ホンダは2012年4月、日本向け軽自動車の開発機能を、栃木県・芳賀町の本田技術研究所から軽自動車の生産拠点である鈴鹿製作所(三重県鈴鹿市)に移転した(Tech-On!の関連記事)。鈴鹿製作所内の1室に軽自動車の設計、購買、生産技術、製造に所属する従業員を集め、そこで互いの意見をぶつけながら開発できる環境を整えた(図1)。

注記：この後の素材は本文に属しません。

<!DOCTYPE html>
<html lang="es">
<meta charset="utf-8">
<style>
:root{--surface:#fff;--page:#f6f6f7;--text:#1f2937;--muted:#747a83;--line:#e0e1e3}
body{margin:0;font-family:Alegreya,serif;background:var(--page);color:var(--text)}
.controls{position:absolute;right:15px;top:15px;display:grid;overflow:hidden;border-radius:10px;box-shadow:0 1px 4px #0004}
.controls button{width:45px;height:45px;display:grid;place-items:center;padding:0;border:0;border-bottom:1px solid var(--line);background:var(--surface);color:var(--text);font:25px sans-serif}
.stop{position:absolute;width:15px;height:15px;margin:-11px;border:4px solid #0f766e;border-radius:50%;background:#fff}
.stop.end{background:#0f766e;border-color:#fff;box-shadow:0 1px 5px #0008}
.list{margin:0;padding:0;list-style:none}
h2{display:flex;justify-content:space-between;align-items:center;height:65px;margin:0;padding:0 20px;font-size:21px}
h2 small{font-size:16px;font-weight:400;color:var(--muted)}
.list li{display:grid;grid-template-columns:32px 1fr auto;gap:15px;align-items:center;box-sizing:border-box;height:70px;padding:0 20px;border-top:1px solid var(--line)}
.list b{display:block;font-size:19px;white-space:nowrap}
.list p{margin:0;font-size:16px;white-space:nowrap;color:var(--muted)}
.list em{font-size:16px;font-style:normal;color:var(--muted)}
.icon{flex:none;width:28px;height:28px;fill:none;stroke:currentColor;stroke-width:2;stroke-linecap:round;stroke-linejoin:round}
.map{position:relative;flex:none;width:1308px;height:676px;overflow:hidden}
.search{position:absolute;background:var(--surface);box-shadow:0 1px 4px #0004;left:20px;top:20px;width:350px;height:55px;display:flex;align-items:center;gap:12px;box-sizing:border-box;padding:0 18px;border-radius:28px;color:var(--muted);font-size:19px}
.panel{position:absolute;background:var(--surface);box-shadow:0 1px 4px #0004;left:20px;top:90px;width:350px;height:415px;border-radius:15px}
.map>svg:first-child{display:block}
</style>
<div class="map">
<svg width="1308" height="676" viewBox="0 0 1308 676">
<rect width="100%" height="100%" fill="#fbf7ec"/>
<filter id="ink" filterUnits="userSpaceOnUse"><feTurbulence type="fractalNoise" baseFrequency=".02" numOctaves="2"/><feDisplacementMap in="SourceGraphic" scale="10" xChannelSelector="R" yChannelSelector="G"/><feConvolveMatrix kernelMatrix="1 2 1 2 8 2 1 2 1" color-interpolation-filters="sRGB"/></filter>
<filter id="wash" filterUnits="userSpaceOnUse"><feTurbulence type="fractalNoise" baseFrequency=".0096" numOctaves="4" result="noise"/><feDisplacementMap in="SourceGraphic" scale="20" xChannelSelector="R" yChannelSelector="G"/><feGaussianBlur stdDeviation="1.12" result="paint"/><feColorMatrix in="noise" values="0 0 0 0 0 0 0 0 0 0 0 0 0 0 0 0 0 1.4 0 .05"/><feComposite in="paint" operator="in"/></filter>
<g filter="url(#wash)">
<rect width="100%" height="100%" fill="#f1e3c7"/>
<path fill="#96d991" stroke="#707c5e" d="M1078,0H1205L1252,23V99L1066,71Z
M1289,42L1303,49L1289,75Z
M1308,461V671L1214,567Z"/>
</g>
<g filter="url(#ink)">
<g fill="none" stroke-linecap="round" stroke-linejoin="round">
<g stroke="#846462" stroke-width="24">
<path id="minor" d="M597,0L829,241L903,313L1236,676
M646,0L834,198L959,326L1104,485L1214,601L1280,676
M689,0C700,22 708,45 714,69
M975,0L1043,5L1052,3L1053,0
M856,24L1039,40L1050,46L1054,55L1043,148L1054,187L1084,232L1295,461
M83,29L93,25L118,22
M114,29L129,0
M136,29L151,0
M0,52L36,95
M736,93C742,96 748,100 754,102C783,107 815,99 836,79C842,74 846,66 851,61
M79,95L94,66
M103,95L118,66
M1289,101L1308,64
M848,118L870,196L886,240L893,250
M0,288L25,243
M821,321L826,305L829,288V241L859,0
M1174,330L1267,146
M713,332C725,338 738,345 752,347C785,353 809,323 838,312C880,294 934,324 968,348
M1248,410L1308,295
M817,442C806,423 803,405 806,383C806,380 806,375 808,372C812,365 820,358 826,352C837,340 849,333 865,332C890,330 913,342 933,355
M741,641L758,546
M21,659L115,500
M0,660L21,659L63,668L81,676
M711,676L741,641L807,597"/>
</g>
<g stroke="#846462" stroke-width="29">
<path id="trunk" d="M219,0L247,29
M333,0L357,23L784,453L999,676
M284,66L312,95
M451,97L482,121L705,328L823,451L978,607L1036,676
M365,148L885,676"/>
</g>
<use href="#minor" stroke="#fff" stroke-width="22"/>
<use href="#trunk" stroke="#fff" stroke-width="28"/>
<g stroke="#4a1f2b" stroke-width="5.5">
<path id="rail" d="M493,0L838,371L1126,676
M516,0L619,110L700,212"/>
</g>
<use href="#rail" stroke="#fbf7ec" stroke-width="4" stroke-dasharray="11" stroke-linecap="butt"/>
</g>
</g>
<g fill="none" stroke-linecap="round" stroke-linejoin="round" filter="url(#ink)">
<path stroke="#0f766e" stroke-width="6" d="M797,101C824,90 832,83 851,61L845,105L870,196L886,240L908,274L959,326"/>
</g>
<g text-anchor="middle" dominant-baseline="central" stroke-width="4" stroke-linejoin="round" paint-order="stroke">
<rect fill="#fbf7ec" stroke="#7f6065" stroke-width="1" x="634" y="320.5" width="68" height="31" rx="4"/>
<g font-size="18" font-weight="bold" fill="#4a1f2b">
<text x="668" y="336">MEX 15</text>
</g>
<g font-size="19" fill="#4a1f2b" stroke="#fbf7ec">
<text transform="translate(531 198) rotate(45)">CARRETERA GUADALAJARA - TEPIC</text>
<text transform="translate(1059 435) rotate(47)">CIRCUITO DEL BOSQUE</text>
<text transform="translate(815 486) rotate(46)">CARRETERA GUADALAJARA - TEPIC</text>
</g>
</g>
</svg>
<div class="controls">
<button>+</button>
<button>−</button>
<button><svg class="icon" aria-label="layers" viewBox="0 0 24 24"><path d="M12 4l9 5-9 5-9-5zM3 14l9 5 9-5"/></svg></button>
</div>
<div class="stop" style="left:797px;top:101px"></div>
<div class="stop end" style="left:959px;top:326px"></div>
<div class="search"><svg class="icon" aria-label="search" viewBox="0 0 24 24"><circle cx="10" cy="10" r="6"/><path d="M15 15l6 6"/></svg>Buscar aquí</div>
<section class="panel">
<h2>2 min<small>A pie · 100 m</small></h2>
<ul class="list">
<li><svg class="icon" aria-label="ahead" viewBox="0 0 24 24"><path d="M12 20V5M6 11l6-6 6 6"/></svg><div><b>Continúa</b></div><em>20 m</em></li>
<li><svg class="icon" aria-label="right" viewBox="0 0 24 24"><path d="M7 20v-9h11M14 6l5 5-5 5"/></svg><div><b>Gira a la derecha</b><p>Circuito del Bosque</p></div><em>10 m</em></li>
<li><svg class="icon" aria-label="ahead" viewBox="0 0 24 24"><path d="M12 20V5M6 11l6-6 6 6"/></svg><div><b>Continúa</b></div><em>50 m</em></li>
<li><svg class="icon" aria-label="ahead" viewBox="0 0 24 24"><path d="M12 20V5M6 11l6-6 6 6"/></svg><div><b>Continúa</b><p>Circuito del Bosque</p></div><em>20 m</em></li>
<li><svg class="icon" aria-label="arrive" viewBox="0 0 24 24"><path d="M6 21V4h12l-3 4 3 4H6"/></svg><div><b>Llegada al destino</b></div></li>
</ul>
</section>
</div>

いわば「大部屋連携」である(『日経ものづくり』2012年8月号の特集「グローバル時代の生き残りをかけた大部屋連携」の概要)。

(図1)鈴鹿製作所内にある「大部屋」
設計、購買、生産技術、製造の4部署が集まるこの場所に営業担当者も頻繁に足を運ぶ。

 自動車メーカーは従来、開発拠点と製造拠点を別の場所に設置するのが一般的だった。開発に携わる技術者を複数ある製造拠点に分散させるよりも、1つの開発拠点に集約させた方が効率的に開発できると考えてきたためだ。中でもホンダは、開発拠点を1カ所に集約させるだけではなく、本社とは会計も管理も異なる別組織としてきた。創業者の本田宗一郎氏が「技術者は世間の浮き沈みに関わらず技術と真摯に向き合うべき」との信念を持っていたからである。

 そのホンダが新車開発機能の一部を鈴鹿製作所内に移したのだから(あくまで「本田技術研究所四輪R&Dセンター鈴鹿分室」という形だが)、自動車業界におけるものづくり体制の重要な「変化点」と見ていいだろう。